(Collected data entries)
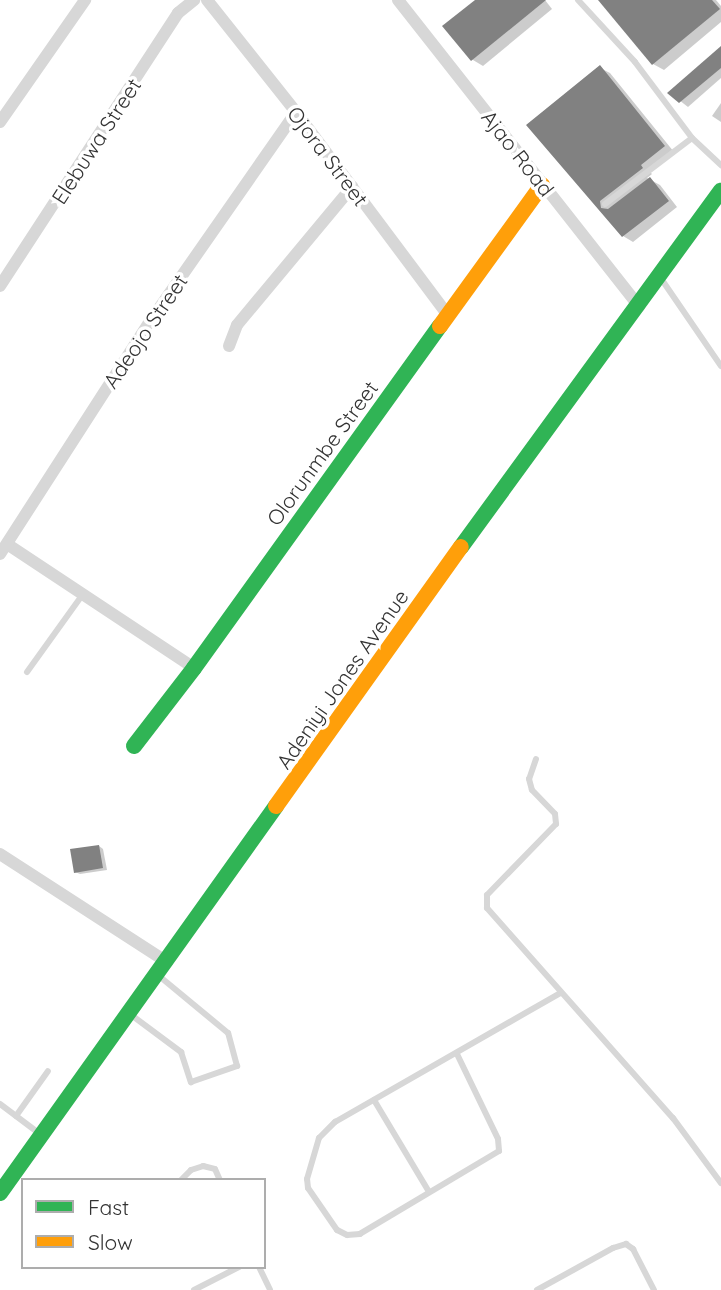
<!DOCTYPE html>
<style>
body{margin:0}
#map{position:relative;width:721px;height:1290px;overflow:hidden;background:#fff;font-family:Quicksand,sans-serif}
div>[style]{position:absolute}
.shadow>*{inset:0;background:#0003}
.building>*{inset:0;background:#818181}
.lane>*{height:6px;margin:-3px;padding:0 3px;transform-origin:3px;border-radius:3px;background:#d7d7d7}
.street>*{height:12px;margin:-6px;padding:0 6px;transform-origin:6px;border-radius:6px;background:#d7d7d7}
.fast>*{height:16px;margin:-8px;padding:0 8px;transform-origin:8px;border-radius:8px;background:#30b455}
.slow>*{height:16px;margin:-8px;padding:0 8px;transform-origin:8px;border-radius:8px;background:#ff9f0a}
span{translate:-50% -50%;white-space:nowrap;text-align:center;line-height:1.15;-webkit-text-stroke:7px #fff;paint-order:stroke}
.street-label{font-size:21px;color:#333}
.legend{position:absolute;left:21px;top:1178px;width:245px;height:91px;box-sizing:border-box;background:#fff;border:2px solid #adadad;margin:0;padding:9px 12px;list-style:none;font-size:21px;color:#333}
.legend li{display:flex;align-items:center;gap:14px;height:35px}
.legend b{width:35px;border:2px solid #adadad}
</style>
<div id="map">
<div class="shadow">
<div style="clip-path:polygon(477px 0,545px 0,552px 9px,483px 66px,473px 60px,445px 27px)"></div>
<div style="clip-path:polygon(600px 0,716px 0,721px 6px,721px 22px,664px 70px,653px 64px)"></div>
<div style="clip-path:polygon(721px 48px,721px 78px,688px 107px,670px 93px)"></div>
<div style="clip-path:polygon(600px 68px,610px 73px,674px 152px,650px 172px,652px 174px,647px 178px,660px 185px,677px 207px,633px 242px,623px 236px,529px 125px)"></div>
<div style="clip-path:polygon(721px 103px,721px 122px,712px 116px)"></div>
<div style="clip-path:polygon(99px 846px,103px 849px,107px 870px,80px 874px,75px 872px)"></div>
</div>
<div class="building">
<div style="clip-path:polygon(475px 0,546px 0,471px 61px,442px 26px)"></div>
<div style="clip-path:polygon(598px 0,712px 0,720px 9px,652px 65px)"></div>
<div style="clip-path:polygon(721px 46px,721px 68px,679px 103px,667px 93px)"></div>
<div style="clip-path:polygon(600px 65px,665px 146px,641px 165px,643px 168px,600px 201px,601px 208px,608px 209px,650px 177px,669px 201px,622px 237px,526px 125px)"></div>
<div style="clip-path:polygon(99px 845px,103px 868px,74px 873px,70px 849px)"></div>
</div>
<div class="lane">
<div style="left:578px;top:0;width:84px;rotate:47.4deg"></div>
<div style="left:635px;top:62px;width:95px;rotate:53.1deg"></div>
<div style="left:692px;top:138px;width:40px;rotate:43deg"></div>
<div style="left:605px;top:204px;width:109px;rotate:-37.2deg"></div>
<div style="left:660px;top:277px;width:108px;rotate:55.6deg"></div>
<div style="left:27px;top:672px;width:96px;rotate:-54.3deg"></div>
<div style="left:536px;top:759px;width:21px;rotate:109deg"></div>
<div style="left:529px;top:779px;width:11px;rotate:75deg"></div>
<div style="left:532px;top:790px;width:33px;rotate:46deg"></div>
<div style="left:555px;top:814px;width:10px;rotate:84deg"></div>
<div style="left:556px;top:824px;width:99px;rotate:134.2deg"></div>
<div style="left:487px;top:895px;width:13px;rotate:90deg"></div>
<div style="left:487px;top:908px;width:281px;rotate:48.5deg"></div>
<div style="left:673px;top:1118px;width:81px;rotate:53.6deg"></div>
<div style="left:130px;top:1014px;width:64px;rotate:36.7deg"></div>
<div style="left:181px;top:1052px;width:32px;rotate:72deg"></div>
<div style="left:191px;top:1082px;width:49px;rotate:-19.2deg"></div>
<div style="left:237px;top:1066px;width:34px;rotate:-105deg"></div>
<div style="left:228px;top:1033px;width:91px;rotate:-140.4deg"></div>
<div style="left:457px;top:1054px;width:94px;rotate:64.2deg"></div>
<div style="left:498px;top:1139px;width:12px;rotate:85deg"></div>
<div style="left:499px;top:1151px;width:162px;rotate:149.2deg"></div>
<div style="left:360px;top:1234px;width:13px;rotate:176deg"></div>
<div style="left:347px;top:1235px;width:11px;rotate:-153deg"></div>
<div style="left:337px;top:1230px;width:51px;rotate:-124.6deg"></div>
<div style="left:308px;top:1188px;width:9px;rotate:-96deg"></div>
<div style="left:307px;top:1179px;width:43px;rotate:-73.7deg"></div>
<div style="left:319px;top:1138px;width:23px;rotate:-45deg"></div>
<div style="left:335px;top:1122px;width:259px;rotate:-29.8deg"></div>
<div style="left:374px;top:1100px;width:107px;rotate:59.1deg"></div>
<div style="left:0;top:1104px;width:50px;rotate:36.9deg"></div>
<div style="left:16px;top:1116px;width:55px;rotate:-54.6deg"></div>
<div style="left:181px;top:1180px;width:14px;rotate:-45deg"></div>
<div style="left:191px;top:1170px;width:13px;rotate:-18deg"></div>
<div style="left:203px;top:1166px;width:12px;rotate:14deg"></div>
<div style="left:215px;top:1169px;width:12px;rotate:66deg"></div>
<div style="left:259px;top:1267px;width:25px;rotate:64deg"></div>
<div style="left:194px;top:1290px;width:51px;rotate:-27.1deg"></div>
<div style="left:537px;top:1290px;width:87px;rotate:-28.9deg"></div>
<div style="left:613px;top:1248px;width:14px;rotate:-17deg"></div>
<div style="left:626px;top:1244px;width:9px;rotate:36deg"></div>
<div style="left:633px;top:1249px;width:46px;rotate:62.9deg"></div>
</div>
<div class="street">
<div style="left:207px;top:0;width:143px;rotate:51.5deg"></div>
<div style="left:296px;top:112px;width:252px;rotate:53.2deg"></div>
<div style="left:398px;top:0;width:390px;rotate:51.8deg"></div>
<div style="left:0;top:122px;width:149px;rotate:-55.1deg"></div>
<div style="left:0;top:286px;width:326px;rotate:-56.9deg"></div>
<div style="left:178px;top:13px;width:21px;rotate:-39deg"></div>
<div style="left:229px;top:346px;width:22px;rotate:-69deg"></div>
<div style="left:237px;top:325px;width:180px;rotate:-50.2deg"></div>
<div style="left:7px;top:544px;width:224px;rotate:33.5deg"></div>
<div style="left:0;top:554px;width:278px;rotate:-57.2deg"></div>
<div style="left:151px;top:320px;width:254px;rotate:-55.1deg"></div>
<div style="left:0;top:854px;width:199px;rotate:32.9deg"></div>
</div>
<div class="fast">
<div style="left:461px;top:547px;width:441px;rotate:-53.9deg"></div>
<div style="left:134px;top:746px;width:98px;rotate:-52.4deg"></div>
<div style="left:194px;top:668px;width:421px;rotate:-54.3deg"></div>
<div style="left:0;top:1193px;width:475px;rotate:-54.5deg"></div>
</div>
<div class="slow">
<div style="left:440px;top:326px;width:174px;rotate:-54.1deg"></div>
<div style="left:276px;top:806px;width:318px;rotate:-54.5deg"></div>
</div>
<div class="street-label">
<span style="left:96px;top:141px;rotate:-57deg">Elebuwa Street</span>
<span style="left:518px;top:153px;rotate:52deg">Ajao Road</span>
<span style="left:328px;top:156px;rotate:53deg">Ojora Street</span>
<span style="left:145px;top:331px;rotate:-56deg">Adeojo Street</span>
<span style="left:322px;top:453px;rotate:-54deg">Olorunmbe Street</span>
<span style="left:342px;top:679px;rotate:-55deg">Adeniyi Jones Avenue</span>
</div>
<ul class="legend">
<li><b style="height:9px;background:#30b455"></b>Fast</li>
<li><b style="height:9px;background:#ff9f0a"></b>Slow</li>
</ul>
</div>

==

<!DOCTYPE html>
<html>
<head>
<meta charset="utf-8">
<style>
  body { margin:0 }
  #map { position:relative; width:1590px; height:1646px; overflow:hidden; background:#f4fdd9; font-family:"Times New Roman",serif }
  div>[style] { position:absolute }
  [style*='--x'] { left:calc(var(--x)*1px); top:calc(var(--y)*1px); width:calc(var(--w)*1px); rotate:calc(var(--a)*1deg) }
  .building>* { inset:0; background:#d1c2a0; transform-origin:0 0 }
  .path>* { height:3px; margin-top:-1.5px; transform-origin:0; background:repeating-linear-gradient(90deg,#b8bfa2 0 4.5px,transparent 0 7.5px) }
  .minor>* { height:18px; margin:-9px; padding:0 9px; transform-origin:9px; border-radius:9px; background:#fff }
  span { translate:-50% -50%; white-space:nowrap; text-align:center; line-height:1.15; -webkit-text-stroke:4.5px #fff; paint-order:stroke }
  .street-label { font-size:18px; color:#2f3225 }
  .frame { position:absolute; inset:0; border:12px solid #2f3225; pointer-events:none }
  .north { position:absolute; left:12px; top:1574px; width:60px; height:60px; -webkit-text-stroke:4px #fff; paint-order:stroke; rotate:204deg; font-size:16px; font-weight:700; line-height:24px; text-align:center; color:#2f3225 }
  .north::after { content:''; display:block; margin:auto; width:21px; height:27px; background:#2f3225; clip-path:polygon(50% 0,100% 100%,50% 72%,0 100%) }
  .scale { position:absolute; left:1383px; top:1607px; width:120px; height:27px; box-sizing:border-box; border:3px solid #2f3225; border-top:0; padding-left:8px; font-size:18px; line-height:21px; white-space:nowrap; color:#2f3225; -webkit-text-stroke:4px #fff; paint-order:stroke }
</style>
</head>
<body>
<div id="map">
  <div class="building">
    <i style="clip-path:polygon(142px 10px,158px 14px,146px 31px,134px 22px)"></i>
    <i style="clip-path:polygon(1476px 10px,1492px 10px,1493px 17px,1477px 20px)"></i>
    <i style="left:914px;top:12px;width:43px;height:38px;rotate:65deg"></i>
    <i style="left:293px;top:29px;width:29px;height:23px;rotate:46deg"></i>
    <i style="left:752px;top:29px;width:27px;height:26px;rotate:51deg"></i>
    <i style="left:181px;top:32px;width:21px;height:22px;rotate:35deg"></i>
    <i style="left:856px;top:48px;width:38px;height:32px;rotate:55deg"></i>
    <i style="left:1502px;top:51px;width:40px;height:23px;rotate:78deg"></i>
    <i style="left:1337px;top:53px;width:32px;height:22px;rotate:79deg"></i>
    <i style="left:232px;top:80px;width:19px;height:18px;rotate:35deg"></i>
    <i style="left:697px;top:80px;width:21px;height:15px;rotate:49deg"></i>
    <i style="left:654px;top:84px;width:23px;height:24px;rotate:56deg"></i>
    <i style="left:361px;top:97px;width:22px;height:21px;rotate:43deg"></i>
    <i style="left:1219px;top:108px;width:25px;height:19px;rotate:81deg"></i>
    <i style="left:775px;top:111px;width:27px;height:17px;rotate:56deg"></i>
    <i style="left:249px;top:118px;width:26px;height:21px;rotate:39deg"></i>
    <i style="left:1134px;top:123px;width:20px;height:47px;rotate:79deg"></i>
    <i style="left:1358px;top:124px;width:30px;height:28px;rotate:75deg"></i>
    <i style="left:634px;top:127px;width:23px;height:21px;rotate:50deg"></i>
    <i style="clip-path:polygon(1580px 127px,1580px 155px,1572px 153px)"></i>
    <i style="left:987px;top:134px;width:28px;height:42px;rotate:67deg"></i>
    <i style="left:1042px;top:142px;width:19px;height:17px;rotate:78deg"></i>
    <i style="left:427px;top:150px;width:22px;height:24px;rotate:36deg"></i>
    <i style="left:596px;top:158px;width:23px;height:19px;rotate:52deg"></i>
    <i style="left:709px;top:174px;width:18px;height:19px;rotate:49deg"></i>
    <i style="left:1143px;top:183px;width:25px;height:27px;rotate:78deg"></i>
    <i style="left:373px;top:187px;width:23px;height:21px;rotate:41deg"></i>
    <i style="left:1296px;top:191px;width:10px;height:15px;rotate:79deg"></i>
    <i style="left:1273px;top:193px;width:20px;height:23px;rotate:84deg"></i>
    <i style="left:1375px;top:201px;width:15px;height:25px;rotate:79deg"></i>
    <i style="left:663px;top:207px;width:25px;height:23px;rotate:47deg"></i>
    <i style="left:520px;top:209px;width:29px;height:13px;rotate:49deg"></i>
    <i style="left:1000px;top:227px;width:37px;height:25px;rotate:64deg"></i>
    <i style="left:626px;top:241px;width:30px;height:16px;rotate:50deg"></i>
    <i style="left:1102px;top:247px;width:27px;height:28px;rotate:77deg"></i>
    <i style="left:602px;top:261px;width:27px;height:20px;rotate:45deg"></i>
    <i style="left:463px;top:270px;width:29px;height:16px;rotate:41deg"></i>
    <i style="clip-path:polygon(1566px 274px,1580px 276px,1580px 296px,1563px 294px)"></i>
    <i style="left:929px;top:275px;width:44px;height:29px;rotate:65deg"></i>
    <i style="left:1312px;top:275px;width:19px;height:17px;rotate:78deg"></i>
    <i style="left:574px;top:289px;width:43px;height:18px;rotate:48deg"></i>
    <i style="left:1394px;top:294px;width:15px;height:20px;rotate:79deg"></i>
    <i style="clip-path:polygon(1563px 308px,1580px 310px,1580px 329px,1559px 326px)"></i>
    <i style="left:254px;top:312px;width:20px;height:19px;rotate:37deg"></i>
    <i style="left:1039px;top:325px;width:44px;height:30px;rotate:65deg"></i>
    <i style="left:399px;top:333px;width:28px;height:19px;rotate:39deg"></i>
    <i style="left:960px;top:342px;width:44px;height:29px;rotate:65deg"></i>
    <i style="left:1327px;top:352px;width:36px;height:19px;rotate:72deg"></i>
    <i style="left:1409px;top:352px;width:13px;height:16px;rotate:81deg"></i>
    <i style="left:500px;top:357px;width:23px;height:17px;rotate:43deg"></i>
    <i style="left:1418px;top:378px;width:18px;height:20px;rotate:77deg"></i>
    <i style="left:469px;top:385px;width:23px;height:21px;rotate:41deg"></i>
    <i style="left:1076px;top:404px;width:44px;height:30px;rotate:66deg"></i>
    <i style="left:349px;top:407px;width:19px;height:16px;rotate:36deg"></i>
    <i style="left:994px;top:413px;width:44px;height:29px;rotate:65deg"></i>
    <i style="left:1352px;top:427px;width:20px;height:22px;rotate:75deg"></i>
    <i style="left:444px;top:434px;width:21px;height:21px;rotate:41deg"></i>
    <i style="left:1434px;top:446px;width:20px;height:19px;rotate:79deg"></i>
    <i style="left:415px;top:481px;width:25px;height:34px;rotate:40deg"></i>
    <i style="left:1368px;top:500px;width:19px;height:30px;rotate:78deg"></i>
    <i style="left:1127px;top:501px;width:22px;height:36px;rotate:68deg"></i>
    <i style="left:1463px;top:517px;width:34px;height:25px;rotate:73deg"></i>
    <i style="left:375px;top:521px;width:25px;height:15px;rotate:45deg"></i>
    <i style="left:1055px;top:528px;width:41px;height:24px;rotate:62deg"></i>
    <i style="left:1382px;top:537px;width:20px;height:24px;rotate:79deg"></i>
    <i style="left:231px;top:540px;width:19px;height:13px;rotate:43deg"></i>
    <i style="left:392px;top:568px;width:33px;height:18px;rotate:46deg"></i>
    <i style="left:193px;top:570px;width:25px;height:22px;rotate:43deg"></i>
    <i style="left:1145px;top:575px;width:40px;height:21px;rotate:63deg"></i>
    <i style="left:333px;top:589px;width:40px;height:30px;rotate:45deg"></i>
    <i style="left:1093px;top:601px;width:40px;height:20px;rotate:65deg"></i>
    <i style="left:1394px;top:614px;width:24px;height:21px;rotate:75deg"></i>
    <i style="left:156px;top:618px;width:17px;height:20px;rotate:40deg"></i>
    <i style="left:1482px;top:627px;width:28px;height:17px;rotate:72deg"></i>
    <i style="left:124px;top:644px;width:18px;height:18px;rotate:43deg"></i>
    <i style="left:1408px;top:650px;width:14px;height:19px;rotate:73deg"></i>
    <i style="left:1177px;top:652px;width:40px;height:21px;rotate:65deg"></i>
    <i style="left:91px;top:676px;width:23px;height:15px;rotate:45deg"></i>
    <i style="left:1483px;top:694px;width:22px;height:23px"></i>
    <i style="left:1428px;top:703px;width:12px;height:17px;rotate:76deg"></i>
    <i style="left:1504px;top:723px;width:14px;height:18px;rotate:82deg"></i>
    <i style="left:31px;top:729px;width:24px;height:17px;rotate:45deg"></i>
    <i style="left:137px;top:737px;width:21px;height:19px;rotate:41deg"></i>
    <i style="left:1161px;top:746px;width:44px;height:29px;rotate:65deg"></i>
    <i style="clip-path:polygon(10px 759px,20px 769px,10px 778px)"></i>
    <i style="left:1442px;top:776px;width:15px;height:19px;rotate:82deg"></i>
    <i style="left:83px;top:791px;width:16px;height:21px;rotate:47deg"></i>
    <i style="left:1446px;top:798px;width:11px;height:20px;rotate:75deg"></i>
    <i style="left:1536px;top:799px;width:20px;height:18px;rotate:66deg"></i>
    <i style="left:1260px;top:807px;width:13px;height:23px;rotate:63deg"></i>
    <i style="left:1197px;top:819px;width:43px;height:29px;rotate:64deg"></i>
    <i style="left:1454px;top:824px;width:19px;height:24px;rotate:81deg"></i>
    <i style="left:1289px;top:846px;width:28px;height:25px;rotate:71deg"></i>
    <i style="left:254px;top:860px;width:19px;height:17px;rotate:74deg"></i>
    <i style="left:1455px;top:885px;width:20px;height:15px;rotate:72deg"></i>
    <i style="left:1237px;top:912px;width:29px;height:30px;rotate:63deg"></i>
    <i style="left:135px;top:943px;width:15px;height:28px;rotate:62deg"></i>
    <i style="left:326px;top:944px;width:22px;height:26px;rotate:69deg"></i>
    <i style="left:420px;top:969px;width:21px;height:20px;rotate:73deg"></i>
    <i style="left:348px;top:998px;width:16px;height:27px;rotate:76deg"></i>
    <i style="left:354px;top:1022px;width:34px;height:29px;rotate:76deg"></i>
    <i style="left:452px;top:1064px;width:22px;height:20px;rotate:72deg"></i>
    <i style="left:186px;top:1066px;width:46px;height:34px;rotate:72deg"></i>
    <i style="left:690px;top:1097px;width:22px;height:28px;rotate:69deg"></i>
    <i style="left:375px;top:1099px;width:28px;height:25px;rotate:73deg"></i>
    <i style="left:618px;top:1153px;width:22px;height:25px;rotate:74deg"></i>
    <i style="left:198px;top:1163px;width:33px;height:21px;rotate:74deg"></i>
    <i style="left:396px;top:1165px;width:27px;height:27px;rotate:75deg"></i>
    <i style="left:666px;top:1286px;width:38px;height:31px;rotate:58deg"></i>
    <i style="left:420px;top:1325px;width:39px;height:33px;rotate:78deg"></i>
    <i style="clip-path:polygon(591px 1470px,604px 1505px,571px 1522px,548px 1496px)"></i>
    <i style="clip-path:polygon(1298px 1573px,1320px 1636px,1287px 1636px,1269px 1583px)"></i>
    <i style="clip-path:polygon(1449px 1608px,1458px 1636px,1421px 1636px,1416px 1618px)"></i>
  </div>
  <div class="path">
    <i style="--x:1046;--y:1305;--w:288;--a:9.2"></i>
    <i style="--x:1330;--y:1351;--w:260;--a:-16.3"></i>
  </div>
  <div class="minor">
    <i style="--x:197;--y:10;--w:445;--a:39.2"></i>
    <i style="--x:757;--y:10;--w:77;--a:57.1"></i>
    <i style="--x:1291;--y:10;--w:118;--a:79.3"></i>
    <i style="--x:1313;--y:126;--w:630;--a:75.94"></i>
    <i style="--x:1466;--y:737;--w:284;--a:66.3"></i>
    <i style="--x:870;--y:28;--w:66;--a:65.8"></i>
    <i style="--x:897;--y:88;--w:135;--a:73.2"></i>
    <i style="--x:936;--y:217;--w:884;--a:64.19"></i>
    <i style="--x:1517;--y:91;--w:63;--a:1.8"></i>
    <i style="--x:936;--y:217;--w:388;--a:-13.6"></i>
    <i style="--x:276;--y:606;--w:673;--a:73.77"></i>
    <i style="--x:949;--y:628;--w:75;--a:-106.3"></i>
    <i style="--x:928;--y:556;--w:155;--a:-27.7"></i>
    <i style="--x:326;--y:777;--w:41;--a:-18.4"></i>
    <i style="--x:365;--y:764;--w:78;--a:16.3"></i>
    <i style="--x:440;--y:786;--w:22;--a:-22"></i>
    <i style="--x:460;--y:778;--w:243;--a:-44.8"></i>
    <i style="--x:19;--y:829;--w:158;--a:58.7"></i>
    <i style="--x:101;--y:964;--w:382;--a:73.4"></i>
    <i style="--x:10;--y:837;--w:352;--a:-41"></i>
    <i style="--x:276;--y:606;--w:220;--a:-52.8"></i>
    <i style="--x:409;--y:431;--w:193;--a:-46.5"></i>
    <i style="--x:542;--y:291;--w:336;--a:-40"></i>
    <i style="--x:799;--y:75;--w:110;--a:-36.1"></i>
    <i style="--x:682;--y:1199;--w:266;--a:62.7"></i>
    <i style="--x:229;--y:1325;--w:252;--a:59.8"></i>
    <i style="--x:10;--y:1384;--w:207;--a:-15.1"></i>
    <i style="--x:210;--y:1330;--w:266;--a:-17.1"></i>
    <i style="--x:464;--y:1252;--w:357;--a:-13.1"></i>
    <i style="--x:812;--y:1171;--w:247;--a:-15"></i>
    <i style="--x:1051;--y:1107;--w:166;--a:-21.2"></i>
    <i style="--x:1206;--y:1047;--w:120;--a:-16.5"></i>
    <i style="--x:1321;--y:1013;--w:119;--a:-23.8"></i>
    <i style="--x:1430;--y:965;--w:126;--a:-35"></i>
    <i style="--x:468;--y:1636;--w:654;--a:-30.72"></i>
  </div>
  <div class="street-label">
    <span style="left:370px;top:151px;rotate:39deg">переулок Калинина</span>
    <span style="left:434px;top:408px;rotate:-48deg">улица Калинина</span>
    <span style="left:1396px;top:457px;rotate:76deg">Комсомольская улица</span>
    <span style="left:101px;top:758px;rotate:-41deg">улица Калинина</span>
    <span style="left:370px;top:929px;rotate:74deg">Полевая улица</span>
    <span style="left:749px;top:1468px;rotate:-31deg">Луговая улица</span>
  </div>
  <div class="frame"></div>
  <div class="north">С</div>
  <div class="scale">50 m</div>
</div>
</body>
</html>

» WHAT NEEDS TO BE DONE: One stretch of the lines above is wanted, from the line that contains "inset:0; background:#d1c2a0; transform-origin:0" through the line that contains "position:absolute; left:12px; top:1574px;". Output it exactly.

» RESPONSE:
  .building>* { inset:0; background:#d1c2a0; transform-origin:0 0 }
  .path>* { height:3px; margin-top:-1.5px; transform-origin:0; background:repeating-linear-gradient(90deg,#b8bfa2 0 4.5px,transparent 0 7.5px) }
  .minor>* { height:18px; margin:-9px; padding:0 9px; transform-origin:9px; border-radius:9px; background:#fff }
  span { translate:-50% -50%; white-space:nowrap; text-align:center; line-height:1.15; -webkit-text-stroke:4.5px #fff; paint-order:stroke }
  .street-label { font-size:18px; color:#2f3225 }
  .frame { position:absolute; inset:0; border:12px solid #2f3225; pointer-events:none }
  .north { position:absolute; left:12px; top:1574px; width:60px; height:60px; -webkit-text-stroke:4px #fff; paint-order:stroke; rotate:204deg; font-size:16px; font-weight:700; line-height:24px; text-align:center; color:#2f3225 }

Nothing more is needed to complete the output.